Mohamed Mbougar Sarr, « De purs hommes »

° par Cristina ROBALO CORDEIRO (Coimbra)°

De purs hommes, publié au Sénégal en 2018, est le troisième roman de Mohamed Mbougar Sarr (Dakar, 1990), romancier sénégalais qui a obtenu le prix Goncourt, en 2021, pour son livre La Plus secrète mémoire des hommes.

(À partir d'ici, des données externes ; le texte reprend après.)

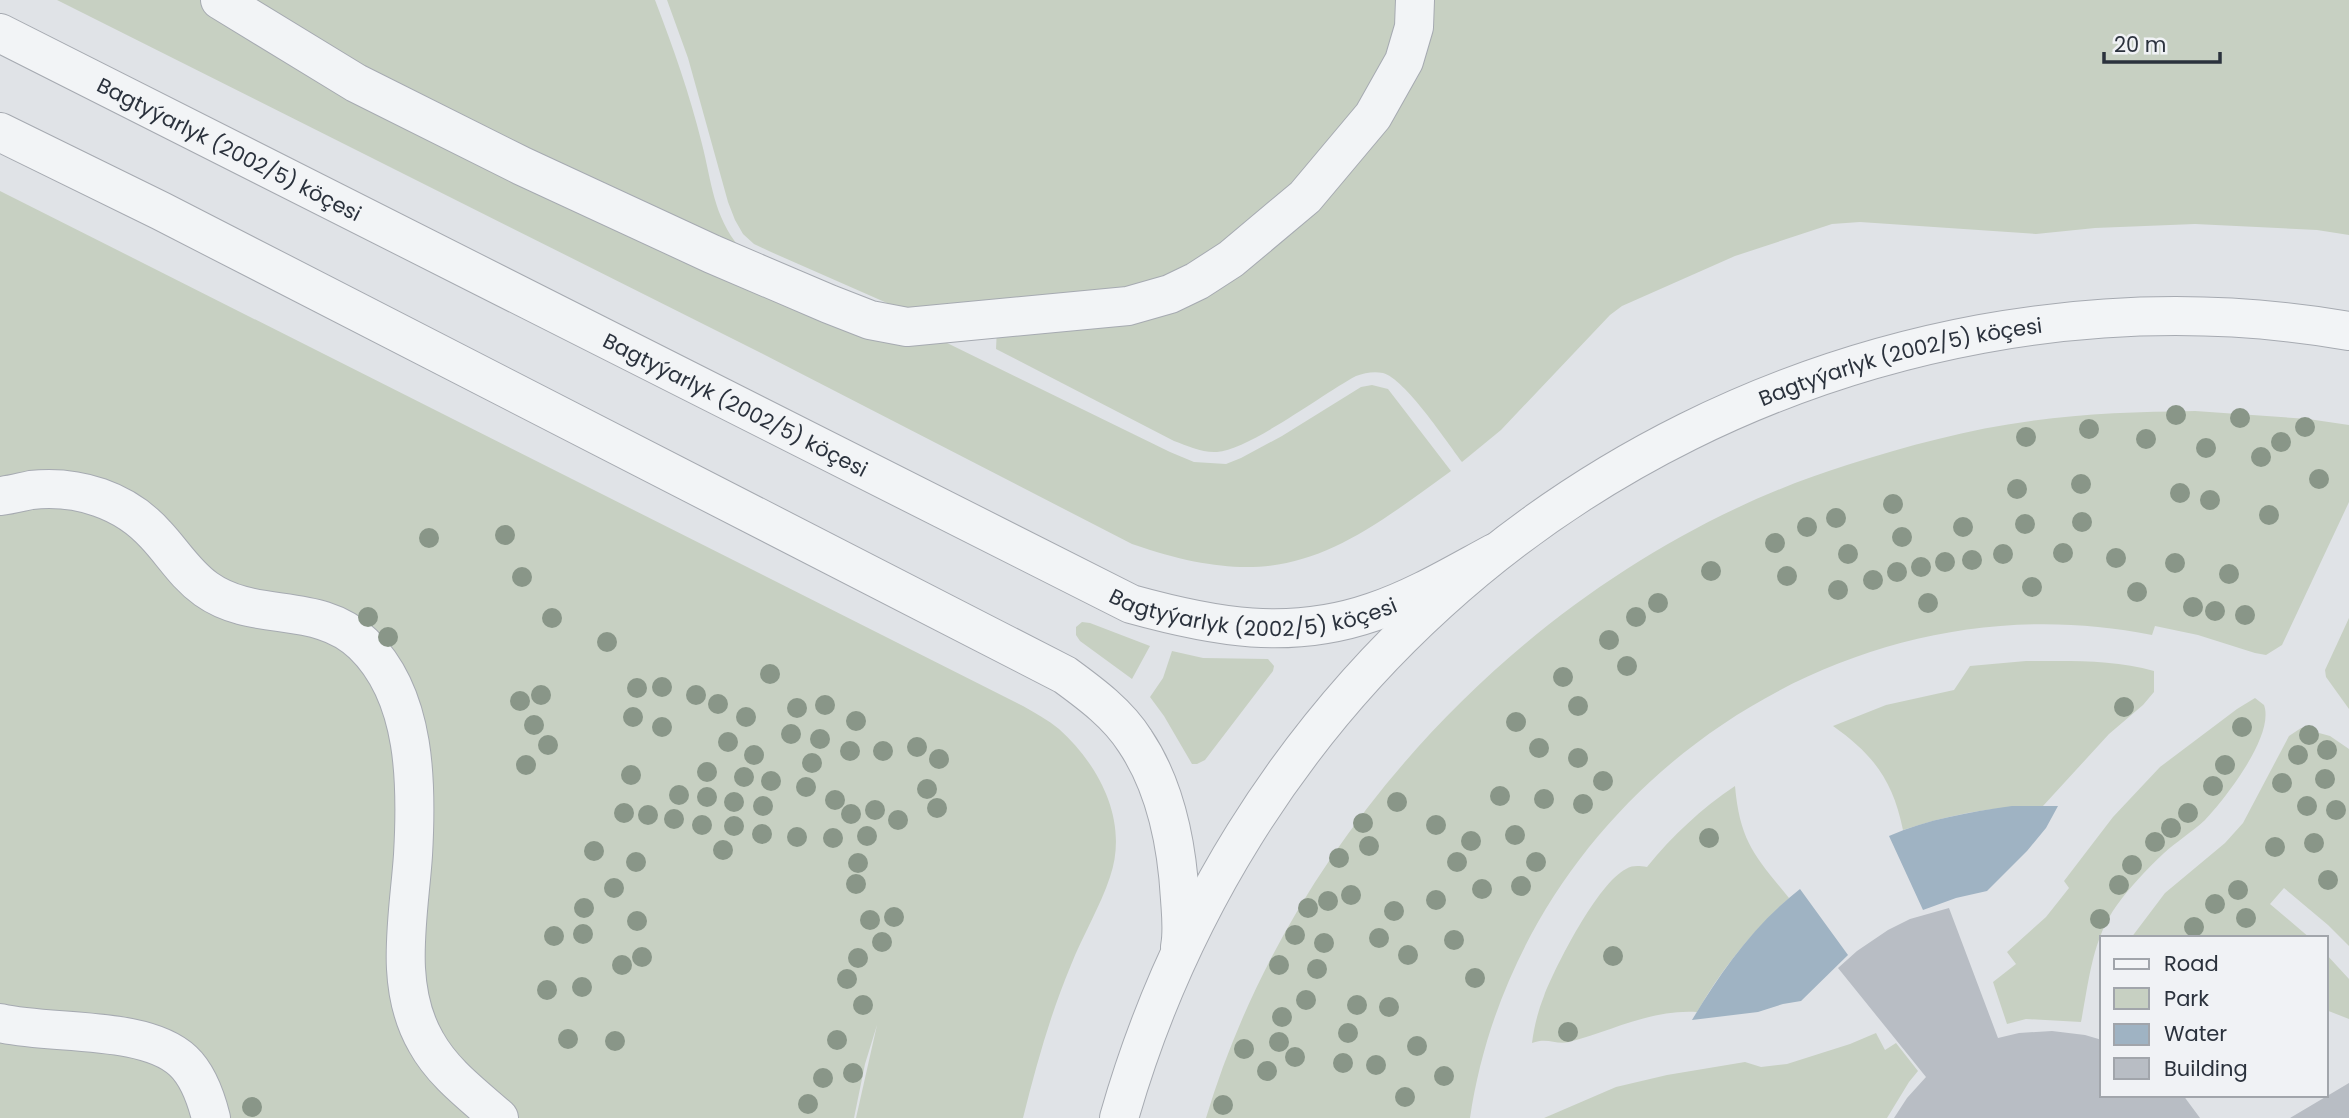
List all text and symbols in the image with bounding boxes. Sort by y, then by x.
scale bar [2104,21,2220,65]
text: 20 m [2114,30,2167,59]
street label: Bagtyýarlyk (2002/5) köçesi [92,70,367,228]
street label: Bagtyýarlyk (2002/5) köçesi [1754,310,2044,413]
street label: Bagtyýarlyk (2002/5) köçesi [598,325,873,483]
street label: Bagtyýarlyk (2002/5) köçesi [1105,581,1401,643]
legend [2100,936,2328,1097]
text: Road [2164,949,2219,978]
text: Park [2164,984,2209,1013]
text: Water [2164,1019,2227,1048]
text: Building [2164,1054,2248,1083]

Mohamed Mbougar Sarr, De purs hommes, Éditions Jimsaan, Dakar, 2018.

Vingt petits chapitres composent ce roman, qui s’inspire d’un fait divers : une vidéo devenue virale au Sénégal montre un cadavre déterré et traîné par la foule hors du cimetière. Obsédé par cette vidéo, le protagoniste Ndéné Gueye, professeur de lettres, entreprend toute une recherche sur le passé de cet inconnu, pour comprendre le féroce bannissement dont sont victimes ces góor-jigéen, les « hommes-femmes » sénégalais cruellement rejetés par la société, persécutés et traqués dans leurs vies et dans leur intimité. Mais cette enquête sur un phénomène social et civilisationnel devient vite une quête à l’intérieur de lui-même, un questionnement – et un étonnement– au plus profond de son être. À travers ses échanges avec les autres, ses proches – son père et son amante, ses collègues à l’Université – ou ses connaissances –comme Samba Awa Niang, travesti connu pour ses performances dans les sabar, Al Qayyum, l’autorité religieuse du quartier, Angela, l’américaine de Human Rights Watch et la mère d’Amadou, l’homosexuel arraché à la mort -, qui offrent au lecteur la possibilité de connaître et de pénétrer dans des mondes très différents de la société sénégalaise traditionnelle, Ndéné Gueye assiste au dévoilement progressif de sa vraie nature et se découvre autre qu’il croyait être.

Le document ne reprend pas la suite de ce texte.